France

(xvie s.)

Cet article est extrait de l'ouvrage Larousse « Dictionnaire de la musique ».

À la mort de Josquin (1521), la grande tradition du contrepoint franco-flamand n'est pas oubliée. Peu attirés par l'Italie, des musiciens comme Mouton, Gombert, Créquillon, Clemens non Papa, P. de Manchicourt continuent à adopter systématiquement le principe de l'imitation. Ils font même, pour certains, école et contribuent à répandre par toute l'Europe ce style qui, à la chapelle papale, survivra jusqu'à Palestrina. Toutefois, d'autres compositeurs d'origine et de formation franco-flamandes, tel Willaert (qui fut maître de chapelle de Saint-Marc à Venise trente années durant), savent, sans le renier, insuffler à la tradition nordique un sang nouveau en pratiquant, entre l'art néerlandais et italien, une synthèse qui représente un tournant important dans l'histoire de la musique. Willaert participe avec Verdelot (1er Livre de madrigaux, 1530) et Arcadelt (1er Livre de madrigaux, 1539) à l'élaboration du nouveau style italien et du genre du madrigal dont Cyprien de Rore représente la seconde manière avec un souci exacerbé du texte, prévalant sur la structure musicale, et de l'expression comme de la couleur harmonique (emploi audacieux du chromatisme). Dans la seconde moitié du xvie siècle, enfin, le « style imitatif syntaxique » (Ch. Van den Borren), trop pesant, n'est plus en mesure de se survivre : Lassus est certes l'aboutissement, génial, de la polyphonie néerlandaise, mais son œuvre en souligne la désagrégation sous l'influence italienne.

La chanson

Si la chanson reste en France le genre en vogue, elle cesse d'être un genre international après la mort de Josquin et prend de nouvelles formes, en réaction contre la technique savante flamande. On chante tous les plaisirs de la vie, privilégiant des textes de forme libre (quatrain ou dizain de 8 ou 10 pieds) qui dictent leurs lois à la forme musicale. La chanson, à 4 voix, devient un théâtre en miniature où la musique commente le texte traité de manière syllabique, en donnant au rythme l'avantage sur l'invention mélodique, en évitant les mélismes au profit d'imitations serrées, souvent virtuoses et prisant les onomatopées : c'est la chanson parisienne des années 1520-1550 dont Passereau, Sermisy, Certon et surtout Janequin sont les meilleurs représentants (Cl. de Sermisy incarnant une tendance plus « respectable »).
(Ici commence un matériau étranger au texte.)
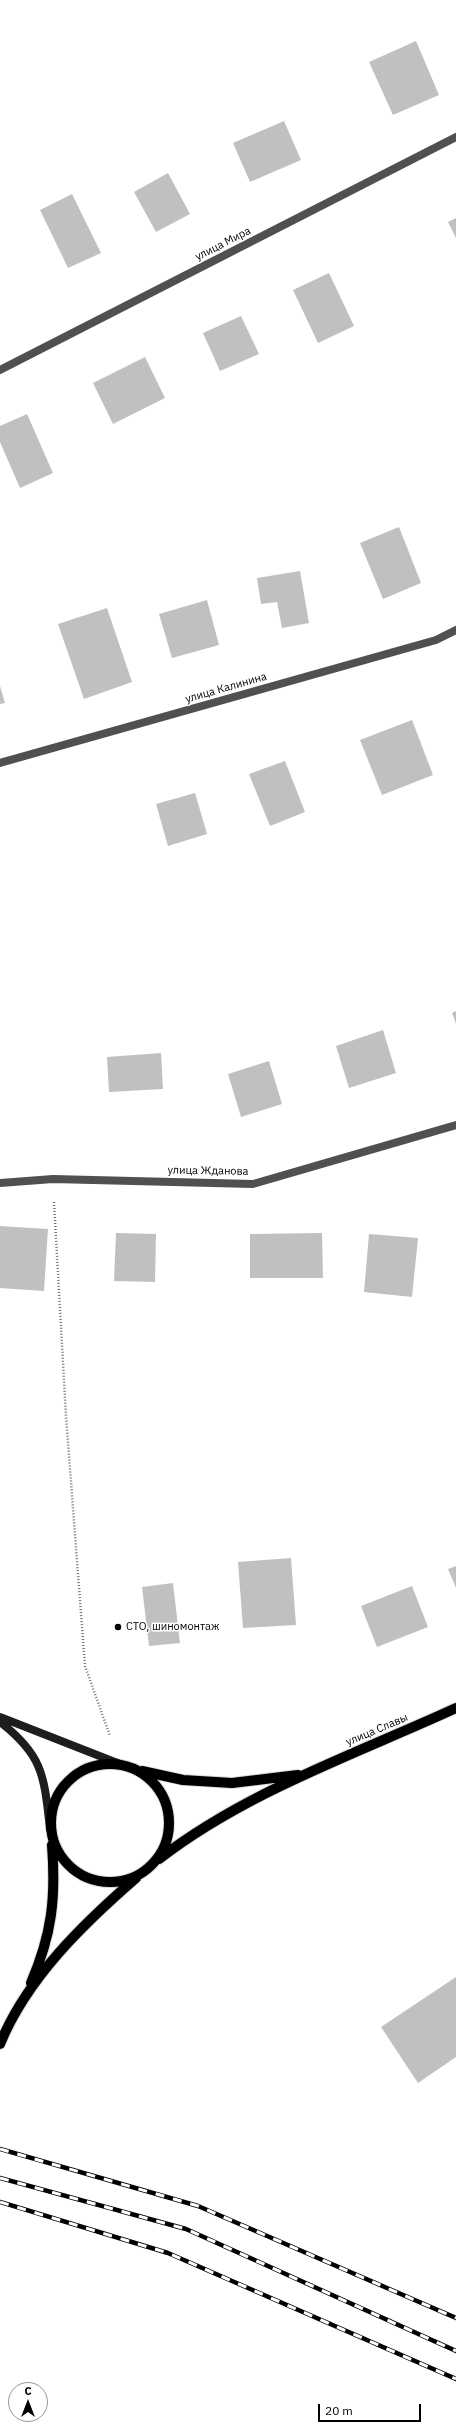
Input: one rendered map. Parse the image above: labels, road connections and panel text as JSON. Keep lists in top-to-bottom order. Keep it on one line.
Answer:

L'essor de l'imprimerie musicale lui assure une large diffusion dans la bourgeoisie dont elle reflète d'ailleurs les goûts : le 1er recueil de Chansons nouvelles en musique à 4 parties, c'est-à-dire parisiennes, est publié en 1528 par Attaingnant (longtemps l'éditeur exclusif de Janequin et Sermisy) qui, jusqu'à sa mort en 1552, en éditera environ 1 500. Avec Arcadelt, en 1547, et le 1er Livre de chansons de Certon (1552), apparaît un nouveau type, la chanson en forme d'air, transition entre la chanson parisienne du début du xvie et l'air de cour du xviie siècle : le traitement du texte est syllabique, le style adopté de préférence homophonique, la forme strophique. Cette transformation de l'esprit même de la chanson est liée au mouvement artistique de la seconde Renaissance française et à la tentative de la Pléiade de restaurer l'union de la poésie et de la musique à l'image de l'Antiquité classique. D'ailleurs, cette même année 1552 voit paraître, chez la veuve de la Porte, la première édition des Amours de Ronsard (et le 5e Livre d'odes) avec un supplément musical, dix textes mis en musique par Certon, Janequin, Muret, Goudimel ; à la suite, une liste invitait à chanter tel ou tel sonnet sur l'un des quatre modèles créés par la disposition des rimes des quatrains et tercets.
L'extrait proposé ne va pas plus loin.